> **Exercise details**
Tally the lines below that contain "Turn". The number is the whole answer.

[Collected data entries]
★ ★ ★ ★
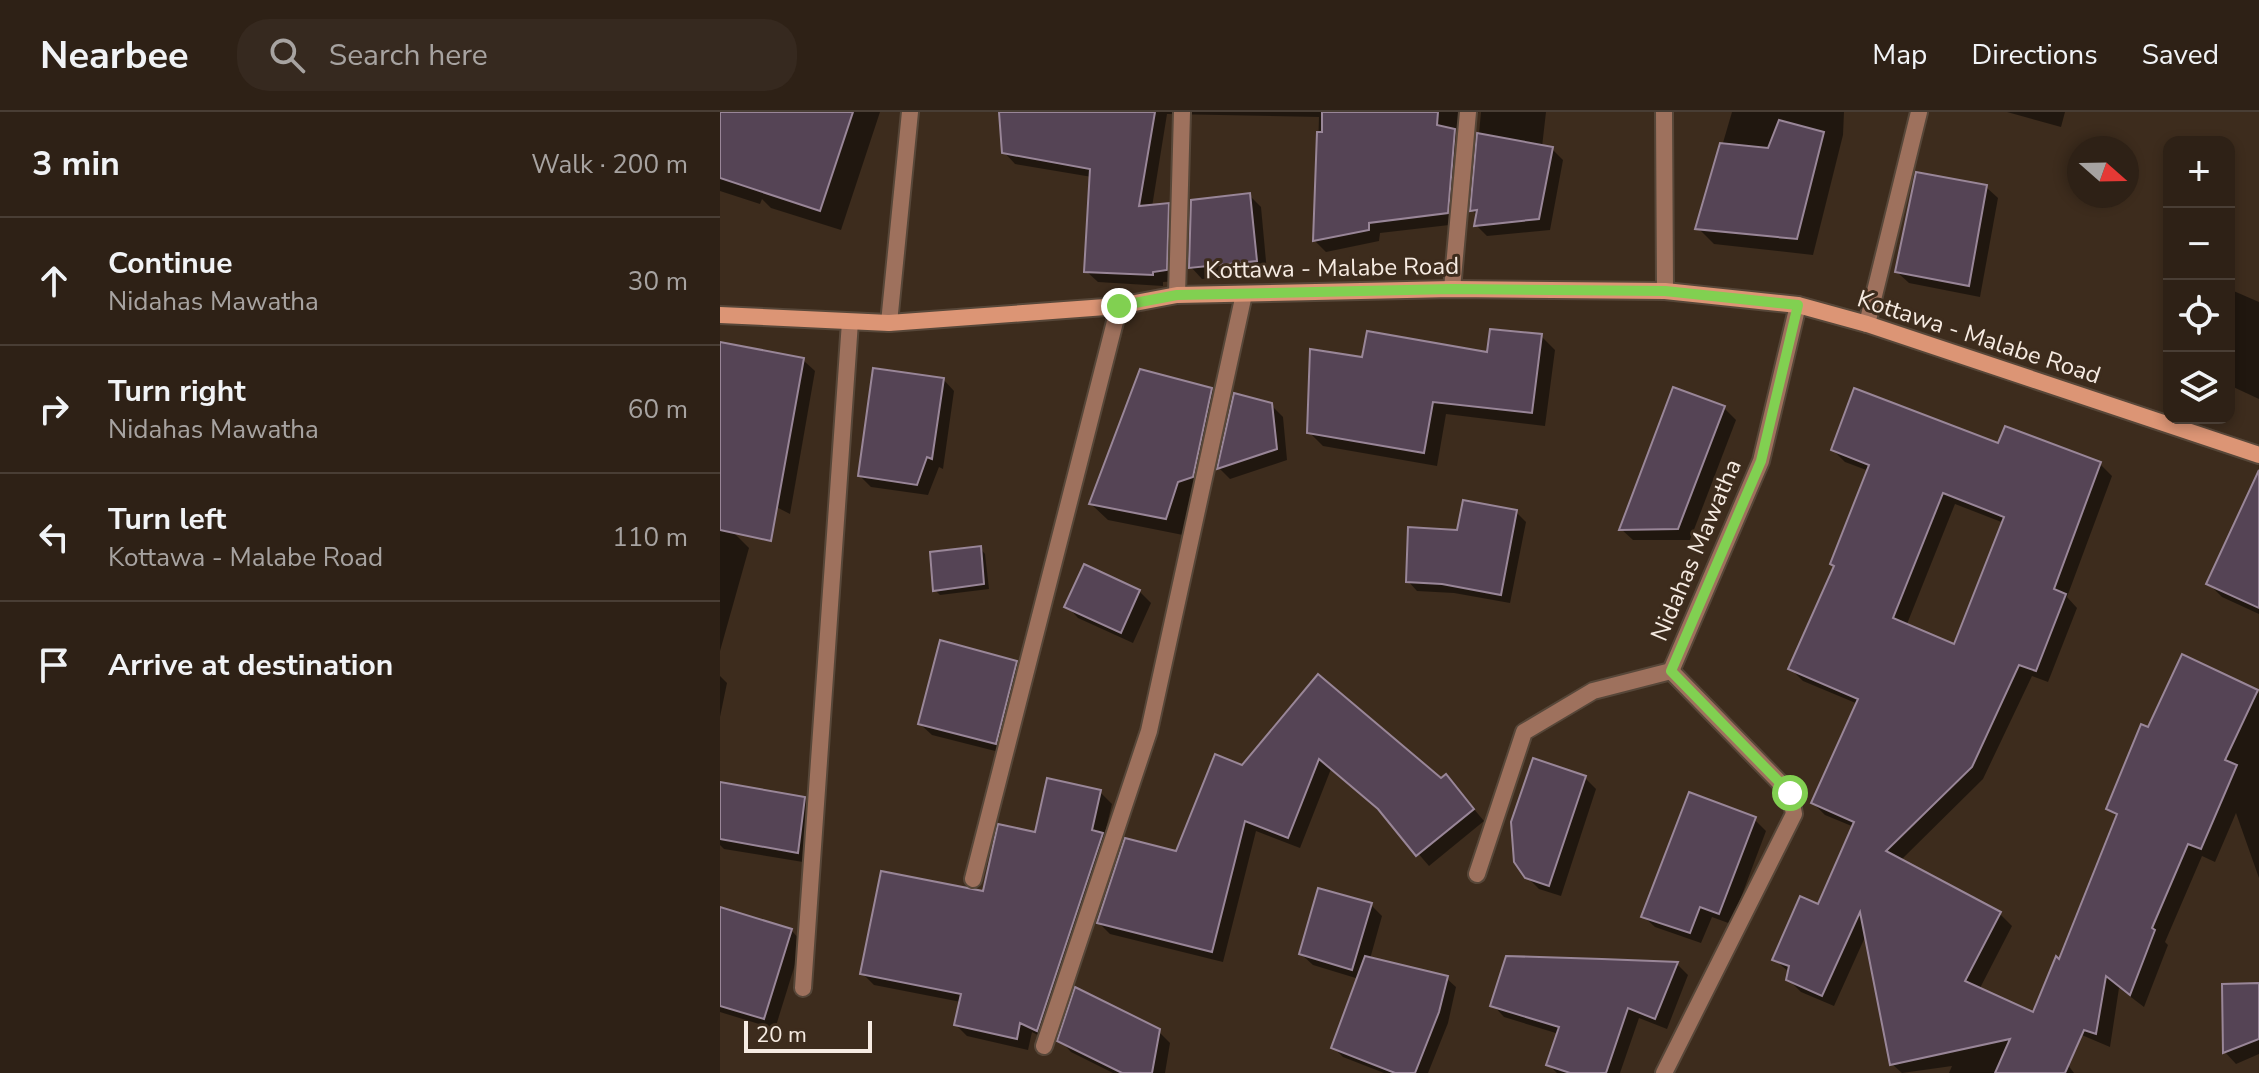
<!DOCTYPE html>
<meta charset="utf-8">
<style>
body{margin:0;font-family:"Nunito Sans",sans-serif;background:#36291f;color:#f1f3f6}
.controls{position:absolute;right:24px;top:24px;display:grid;overflow:hidden;border-radius:16px;box-shadow:0 4px 12px #0003}
.controls button{width:72px;height:72px;display:grid;place-items:center;padding:0;border:0;border-bottom:2px solid #493e35;background:#2e2116;color:#f1f3f6;font:40px sans-serif}
.compass{position:absolute;left:1347px;top:24px;width:72px;height:72px;border-radius:50%;background:#2e2116;box-shadow:0 4px 12px #0003;rotate:110deg}
.scale{position:absolute;left:24px;bottom:20px;width:128px;box-sizing:border-box;padding-left:8px;border:4px solid #f6ebe2;border-top:0;font-size:22px;line-height:28px;white-space:nowrap;color:#f6ebe2;-webkit-text-stroke:6px #3d2c1d;paint-order:stroke}
.stop{position:absolute;width:24px;height:24px;margin:-18px;border:6px solid #81d051;border-radius:50%;background:#fff}
.stop.end{background:#81d051;border-color:#fff;box-shadow:0 2px 8px #0008}
.list{margin:0;padding:0;list-style:none}
h2{display:flex;justify-content:space-between;align-items:center;height:104px;margin:0;padding:0 32px;font-size:34px}
h2 small{font-size:26px;font-weight:400;color:#a7a3a1}
.list li{display:grid;grid-template-columns:52px 1fr auto;gap:24px;align-items:center;box-sizing:border-box;height:128px;padding:0 32px;border-top:2px solid #493e35}
.list b{display:block;font-size:30px;white-space:nowrap}
.list p{margin:0;font-size:26px;white-space:nowrap;color:#a7a3a1}
.list em{font-size:26px;font-style:normal;color:#a7a3a1}
.icon{flex:none;width:44px;height:44px;fill:none;stroke:currentColor;stroke-width:2;stroke-linecap:round;stroke-linejoin:round}
.map{position:relative;flex:none;width:1539px;height:961px;overflow:hidden}
header{display:flex;align-items:center;gap:48px;box-sizing:border-box;height:112px;padding:0 40px;background:#2e2116;border-bottom:2px solid #493e35}
header strong{font-size:38px}
nav{display:flex;gap:44px;margin-inline-start:auto;font-size:28px}
.search{width:560px;height:72px;background:#36291f;display:flex;align-items:center;gap:20px;box-sizing:border-box;padding:0 28px;border-radius:32px;color:#a7a3a1;font-size:30px}
main{display:flex}
aside{flex:1;background:#2e2116}
.map>svg:first-child{display:block}
</style>
<header>
<strong>Nearbee</strong>
<div class="search"><svg class="icon" aria-label="search" viewBox="0 0 24 24"><circle cx="10" cy="10" r="6"/><path d="M15 15l6 6"/></svg>Search here</div>
<nav><a>Map</a><a>Directions</a><a>Saved</a></nav>
</header>
<main>
<aside>
<h2>3 min<small>Walk · 200 m</small></h2>
<ul class="list">
<li><svg class="icon" aria-label="ahead" viewBox="0 0 24 24"><path d="M12 20V5M6 11l6-6 6 6"/></svg><div><b>Continue</b><p>Nidahas Mawatha</p></div><em>30 m</em></li>
<li><svg class="icon" aria-label="right" viewBox="0 0 24 24"><path d="M7 20v-9h11M14 6l5 5-5 5"/></svg><div><b>Turn right</b><p>Nidahas Mawatha</p></div><em>60 m</em></li>
<li><svg class="icon" aria-label="left" viewBox="0 0 24 24"><path d="M17 20v-9H6M10 6l-5 5 5 5"/></svg><div><b>Turn left</b><p>Kottawa - Malabe Road</p></div><em>110 m</em></li>
<li><svg class="icon" aria-label="arrive" viewBox="0 0 24 24"><path d="M6 21V4h12l-3 4 3 4H6"/></svg><div><b>Arrive at destination</b></div></li>
</ul>
</aside>
<div class="map">
<svg width="1539" height="961" viewBox="0 0 1539 961">
<rect width="100%" height="100%" fill="#3d2c1d"/>
<g fill="#0007" fill-rule="evenodd">
<path d="M0,0h160l-39,118 -70,-22 -9,-9 -2,5 -40,-13z"/>
<path d="M281,0h479l-6,1 -16,111 -78,9 -1,8 -53,11 -11,-11 4,-124 -152,-3 -15,93 16,-2 11,11 -2,65 -14,1v4l-65,-4 -12,-11 6,-94 -77,-13 -11,-12z"/>
<path d="M761,0h65l-4,35 10,2 11,11 -13,70 -63,6 -11,-11 2,-9 -6,-6z"/>
<path d="M1012,0h112l-1,23 -30,120 -99,-11 -16,-16z"/>
<path d="M1287,0h58l-4,15z"/>
<path d="M1266,75l12,11 -18,99 -71,-14 -12,-11z"/>
<path d="M529,83l12,12 6,65 -65,7 -11,-12z"/>
<path d="M1509,177l30,13v97l-30,-14z"/>
<path d="M821,224l14,14 -10,76 -99,-12 -9,52 -114,-20 -14,-14 55,-72 125,-5z"/>
<path d="M0,240l83,8 12,11 -25,143 -70,-36z"/>
<path d="M223,267l11,12 -11,78 -4,-2 -11,28 -57,-8 -11,-11z"/>
<path d="M491,278l17,16 -19,87 -15,5 -11,37 -75,-15 -17,-16z"/>
<path d="M515,284l36,9 12,12 4,43 -57,19 -11,-11z"/>
<path d="M1004,296l12,12 -46,120h-57l-12,-11z"/>
<path d="M1280,333l100,19 12,12 -45,121 10,11 -29,74 -16,-6 -49,103 -83,82 100,53 12,12 -33,64 58,34 37,49h-125l3,-7 -50,7 -10,-9 -26,-129 -32,71 -33,-14 -13,-13 2,-6 -16,-14 45,-53 35,-79 -29,-12 -12,-12 45,-99 -55,-23 -12,-12 44,-102 34,-96 -24,-9 -12,-12zM1235,392l49,19 -49,124 -48,-23z"/>
<path d="M796,400l10,10 -16,81 -56,-10 -37,-2 -9,-10 50,-49z"/>
<path d="M0,416l14,5 15,15 -29,103z"/>
<path d="M1539,419v83l-37,-17 -14,-14z"/>
<path d="M260,436l5,6 4,35 -49,6 -5,-5z"/>
<path d="M419,479l12,12 -18,40 -55,-25 -11,-12z"/>
<path d="M1463,545l76,36v185l-23,-65 -21,49 -13,-6 -37,86 3,3 -24,62 -25,-19 -9,59 -59,-25 9,-60 58,-144 -10,-10z"/>
<path d="M296,550l12,12 -21,80 -75,-19 -12,-11z"/>
<path d="M0,564l7,7 -7,34z"/>
<path d="M599,565l122,103 5,-4 38,45 -55,45 -45,-52 -53,-45 -31,79 -44,-17 -33,131 -113,-28 -11,-11 78,-69z"/>
<path d="M865,666l11,11 -35,107 -22,-7 -12,-12z"/>
<path d="M380,680l12,12 -8,33 10,9 -65,195 -17,-9 -4,18 -61,-14 -11,-11 5,-23 -87,-17 -12,-12 122,-79 52,-59z"/>
<path d="M0,686h85l11,12 -7,53 -85,-14 -4,-4z"/>
<path d="M1034,707l12,12 -35,93 -19,-7 -11,26 -46,-16 -12,-11z"/>
<path d="M651,793l11,11 -12,43 76,19 10,9 -8,36 -20,50h-44l-41,-16 -10,-10 26,-68 -46,-14 -12,-11z"/>
<path d="M71,818l11,12 -27,87 -55,-17v-81z"/>
<path d="M957,852l11,11 -21,54 -28,-11 -19,55h-63l-9,-9 11,-30 -55,-17 -11,-12z"/>
<path d="M1539,873v69l-23,10 -11,-12 -1,-66z"/>
<path d="M438,919l12,12 -5,30h-52l-42,-21 -11,-12z"/>
</g>
<g fill="#545" stroke="#998698" stroke-width="2" fill-rule="evenodd">
<path d="M0,0h133l-33,99 -100,-33z"/>
<path d="M279,0h156l-16,94 30,-3 -2,67 -14,2v3l-69,-3 6,-103 -88,-16z"/>
<path d="M602,0h116l-1,13 18,4 -7,84 -79,10v7l-56,11 4,-109h5z"/>
<path d="M1059,8l45,12 -27,107 -102,-10 25,-86 48,5z"/>
<path d="M757,21l76,14 -14,72 -65,7 3,-16 -7,1z"/>
<path d="M1196,60l71,13 -18,101 -74,-14z"/>
<path d="M530,81l7,68 -68,7 2,-68z"/>
<path d="M770,217l52,5 -10,79 -99,-11 -9,51 -117,-20 3,-84 52,8 5,-26 120,21z"/>
<path d="M0,230l84,16 -33,183 -51,-11z"/>
<path d="M153,256l71,10 -12,81 -5,-2 -10,28 -59,-9z"/>
<path d="M420,257l72,19 -19,89 -15,5 -12,37 -77,-15z"/>
<path d="M953,275l52,19 -47,123 -59,1z"/>
<path d="M1134,276l144,55 7,-17 96,36 -47,127 12,5 -30,77 -17,-6 -47,102 -86,84 115,61 -36,69 68,31 23,-56 3,3 58,-145 -11,-5 35,-85 7,3 34,-73 76,36 -33,70 12,5 -36,84 -13,-5 -36,84 3,2 -25,65 -24,-19 -10,58 -12,-4 -19,43h-70l15,-34 -120,26 -30,-153 -38,84 -36,-16 3,-14 -17,-6 28,-64 18,8 36,-82 -43,-19 47,-104 -70,-30 46,-103 -4,-2 39,-99 -38,-15zM1223,381l61,24 -50,127 -61,-26z"/>
<path d="M514,281l38,10 5,46 -60,20z"/>
<path d="M1539,358v138l-53,-24z"/>
<path d="M743,388l54,10 -16,85 -59,-11 -36,-2 2,-55 49,3z"/>
<path d="M261,434l3,38 -51,7 -3,-39z"/>
<path d="M364,452l56,26 -19,43 -57,-26z"/>
<path d="M220,528l77,21 -21,83 -78,-20z"/>
<path d="M598,562l123,104 5,-4 28,35 -58,47 -38,-47 -59,-50 -31,79 -43,-17 -33,131 -115,-29 28,-85 51,13 39,-97 27,11z"/>
<path d="M813,646l53,18 -37,110 -24,-8 -11,-16 -3,-40z"/>
<path d="M327,666l54,12 -9,40 11,3 -66,198 -17,-8 -3,16 -63,-14 7,-31 -101,-20 21,-103 102,20 15,-67 37,8z"/>
<path d="M0,670l85,15 -7,56 -78,-14z"/>
<path d="M969,680l67,25 -37,97 -19,-7 -10,26 -49,-16z"/>
<path d="M598,776l54,15 -20,67 -53,-16z"/>
<path d="M0,795l72,22 -28,90 -44,-13z"/>
<path d="M645,844l83,20 -9,36 -24,61h-20l-64,-25z"/>
<path d="M786,844l96,3 76,3 -23,57 -27,-11 -22,65h-36l-24,-8 13,-38 -69,-21z"/>
<path d="M1539,871v56l-36,14 -1,-69z"/>
<path d="M355,875l85,42 -8,44h-30l-65,-32z"/>
</g>
<g fill="none" stroke-linecap="round" stroke-linejoin="round">
<g stroke="#574739" stroke-width="20">
<g id="street">
<path d="M944,0l1,179"/>
<path d="M732,177l16,-177"/>
<path d="M457,183l5,-183"/>
<path d="M169,211l21,-211"/>
<path d="M1147,212l52,-212"/>
<path d="M951,559l90,-210 37,-156"/>
<path d="M757,762l47,-142 69,-41 78,-20"/>
<path d="M253,767l146,-573"/>
<path d="M83,876l47,-666"/>
<path d="M324,934l105,-315 95,-437"/>
<path d="M944,961l130,-259 -4,-21 -119,-122"/>
</g>
</g>
<g stroke="#574739" stroke-width="20">
<path id="secondary" d="M0,203l169,8 230,-17 58,-11 275,-6 213,2 133,14 69,19 392,131"/>
</g>
<use href="#street" stroke="#9e715d" stroke-width="16"/>
<use href="#secondary" stroke="#dc9575" stroke-width="16"/>
</g>
<g fill="none" stroke-linecap="round" stroke-linejoin="round">
<path stroke="#81d051" stroke-width="10" d="M399,194l58,-11 275,-6 213,2 133,14 -37,156 -90,210 119,122"/>
</g>
<g text-anchor="middle" dominant-baseline="central" stroke-width="6" stroke-linejoin="round" paint-order="stroke">
<g font-size="24" fill="#f6ebe2" stroke="#3d2c1d">
<text transform="translate(612 156) rotate(-1)">Kottawa - Malabe Road</text>
<text transform="translate(1259 225) rotate(18)">Kottawa - Malabe Road</text>
<text transform="translate(976 438) rotate(-67)">Nidahas Mawatha</text>
</g>
</g>
</svg>
<div class="controls">
<button>+</button>
<button>−</button>
<button><svg class="icon" aria-label="locate" viewBox="0 0 24 24"><circle cx="12" cy="12" r="6"/><path d="M12 2v4M12 18v4M2 12h4M18 12h4"/></svg></button>
<button><svg class="icon" aria-label="layers" viewBox="0 0 24 24"><path d="M12 4l9 5-9 5-9-5zM3 14l9 5 9-5"/></svg></button>
</div>
<svg class="compass" viewBox="-18 -18 36 36"><path d="M0-13l5 13h-10z" fill="#e53935"/><path d="M0 13l5-13h-10z" fill="#a7a3a1"/></svg>
<div class="scale">20 m</div>
<div class="stop" style="left:1070px;top:681px"></div>
<div class="stop end" style="left:399px;top:194px"></div>
</div>
</main>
★ ★ ★ ★
> **Result**
2